**What you should do:**
Go through the entries below and return every line that contains "Imogene".

**Data for the task:**

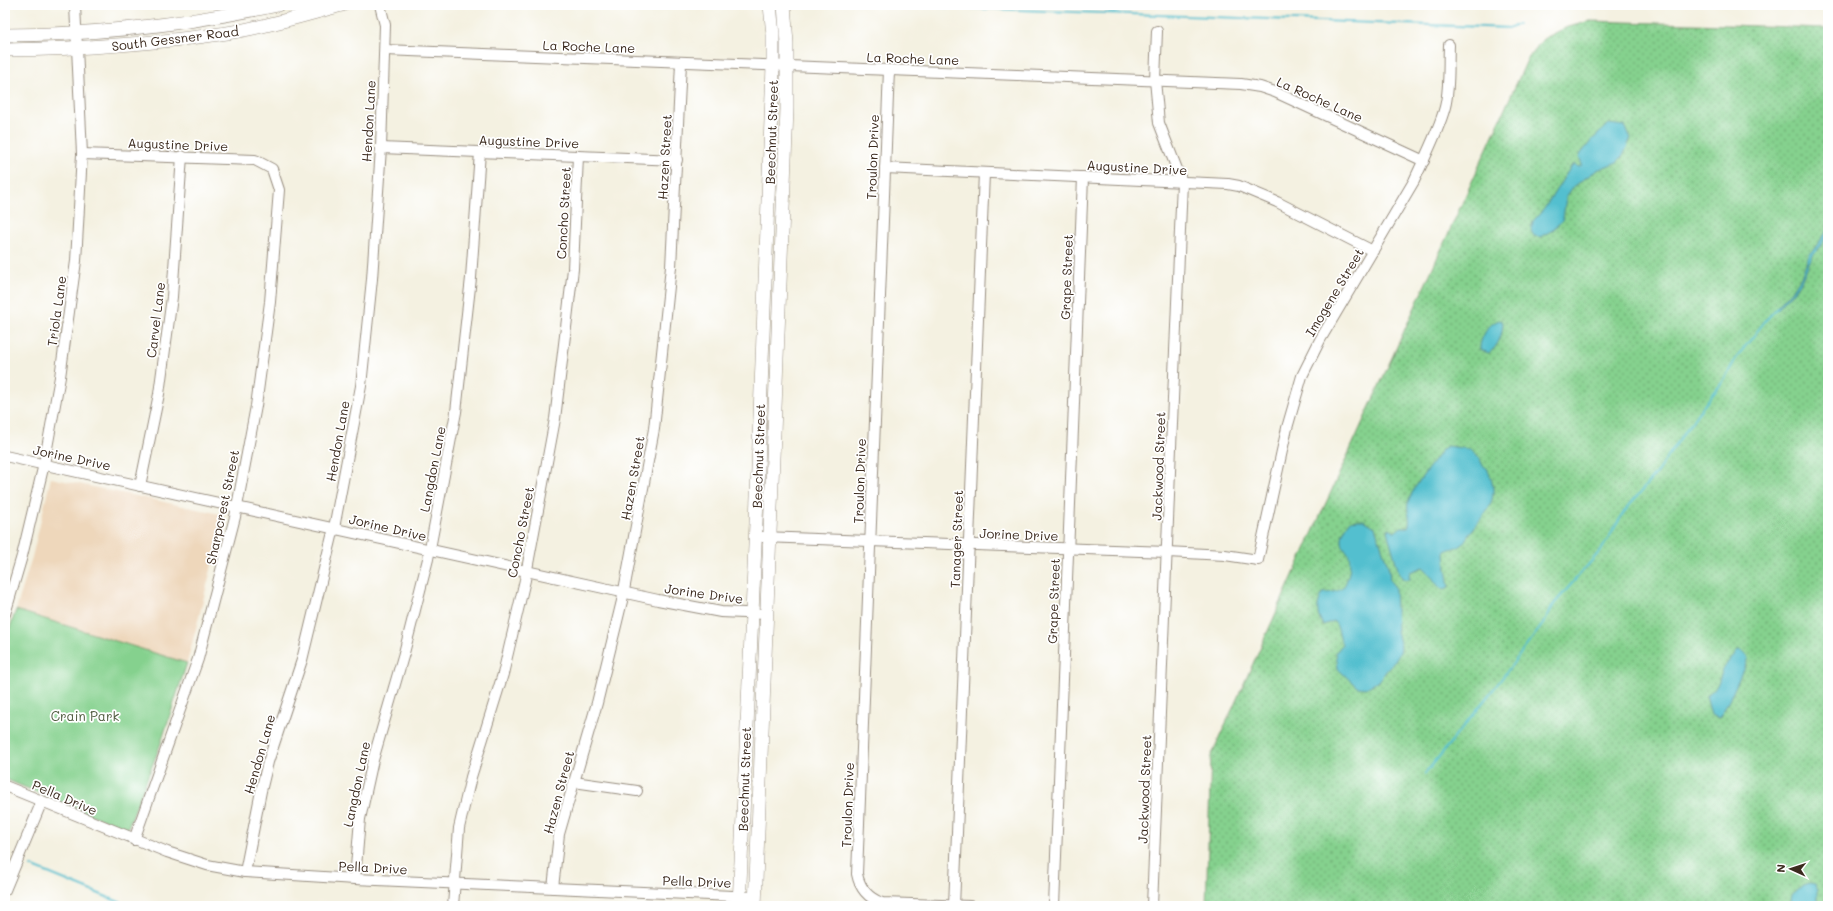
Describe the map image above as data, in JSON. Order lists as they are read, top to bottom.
{
  "streets": {
    "main road": ["South Gessner Road", "Beechnut Street"],
    "street": [
      "La Roche Lane",
      "Hendon Lane",
      "Augustine Drive",
      "Hazen Street",
      "Troulon Drive",
      "Concho Street",
      "Grape Street",
      "Imogene Street",
      "Triola Lane",
      "Carvel Lane",
      "Jorine Drive",
      "Jackwood Street",
      "Langdon Lane",
      "Sharpcrest Street",
      "Tanager Street",
      "Pella Drive"
    ]
  },
  "crossings": [
    ["South Gessner Road", "Triola Lane"],
    ["La Roche Lane", "Hendon Lane"],
    ["La Roche Lane", "Beechnut Street"],
    ["La Roche Lane", "Hazen Street"],
    ["La Roche Lane", "Troulon Drive"],
    ["La Roche Lane", "Imogene Street"],
    ["La Roche Lane", "Jackwood Street"],
    ["Hendon Lane", "Augustine Drive"],
    ["Hendon Lane", "Jorine Drive"],
    ["Hendon Lane", "Pella Drive"],
    ["Beechnut Street", "Jorine Drive"],
    ["Beechnut Street", "Pella Drive"],
    ["Augustine Drive", "Hazen Street"],
    ["Augustine Drive", "Troulon Drive"],
    ["Augustine Drive", "Concho Street"],
    ["Augustine Drive", "Grape Street"],
    ["Augustine Drive", "Imogene Street"],
    ["Augustine Drive", "Triola Lane"],
    ["Augustine Drive", "Carvel Lane"],
    ["Augustine Drive", "Jackwood Street"],
    ["Augustine Drive", "Langdon Lane"],
    ["Augustine Drive", "Sharpcrest Street"],
    ["Augustine Drive", "Tanager Street"],
    ["Hazen Street", "Jorine Drive"],
    ["Hazen Street", "Pella Drive"],
    ["Troulon Drive", "Jorine Drive"],
    ["Troulon Drive", "Tanager Street"],
    ["Concho Street", "Jorine Drive"],
    ["Concho Street", "Pella Drive"],
    ["Grape Street", "Jorine Drive"],
    ["Imogene Street", "Jorine Drive"],
    ["Triola Lane", "Jorine Drive"],
    ["Carvel Lane", "Jorine Drive"],
    ["Jorine Drive", "Jackwood Street"],
    ["Jorine Drive", "Langdon Lane"],
    ["Jorine Drive", "Sharpcrest Street"],
    ["Jorine Drive", "Tanager Street"],
    ["Langdon Lane", "Pella Drive"],
    ["Sharpcrest Street", "Pella Drive"]
  ],
  "parks": ["Crain Park"],
  "north": "left"
}
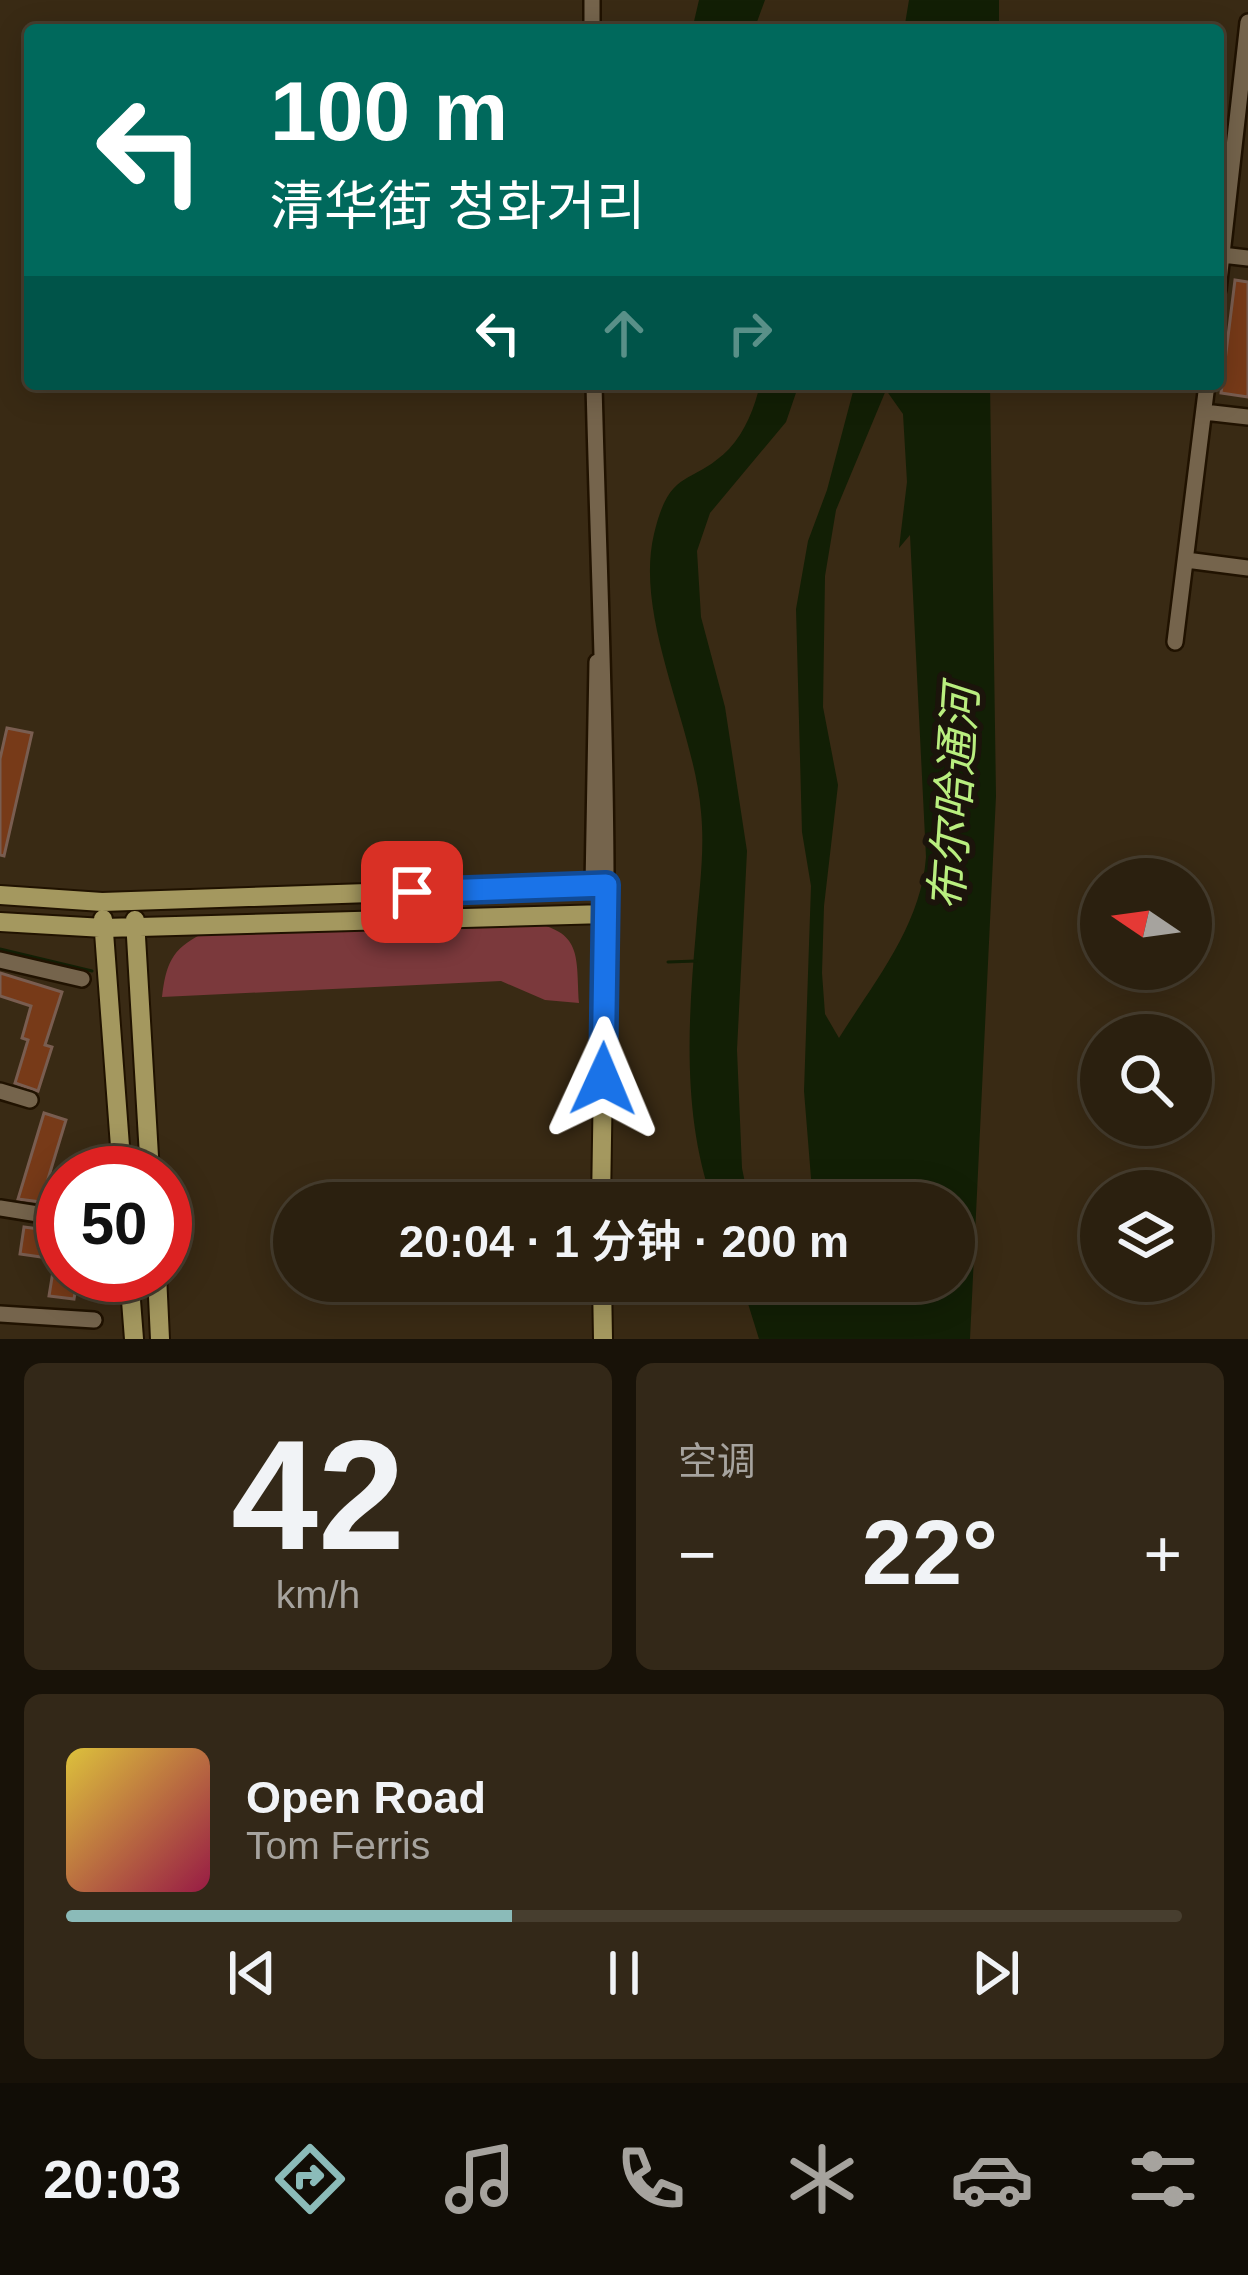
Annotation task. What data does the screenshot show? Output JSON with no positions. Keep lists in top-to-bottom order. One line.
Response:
{"water":["布尔哈通河"],"north":"left","page":{"turn":["100 m","清华街 청화거리"],"limit":"50","trip":"20:04 · 1 分钟 · 200 m","tile":[["42","km/h"],"空调"],"heat":["−","22°","+"],"song":["Open Road","Tom Ferris"],"tabs":"20:03"}}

**Answer to the exercise:**
      "Imogene Street",
    ["La Roche Lane", "Imogene Street"],
    ["Augustine Drive", "Imogene Street"],
    ["Imogene Street", "Jorine Drive"],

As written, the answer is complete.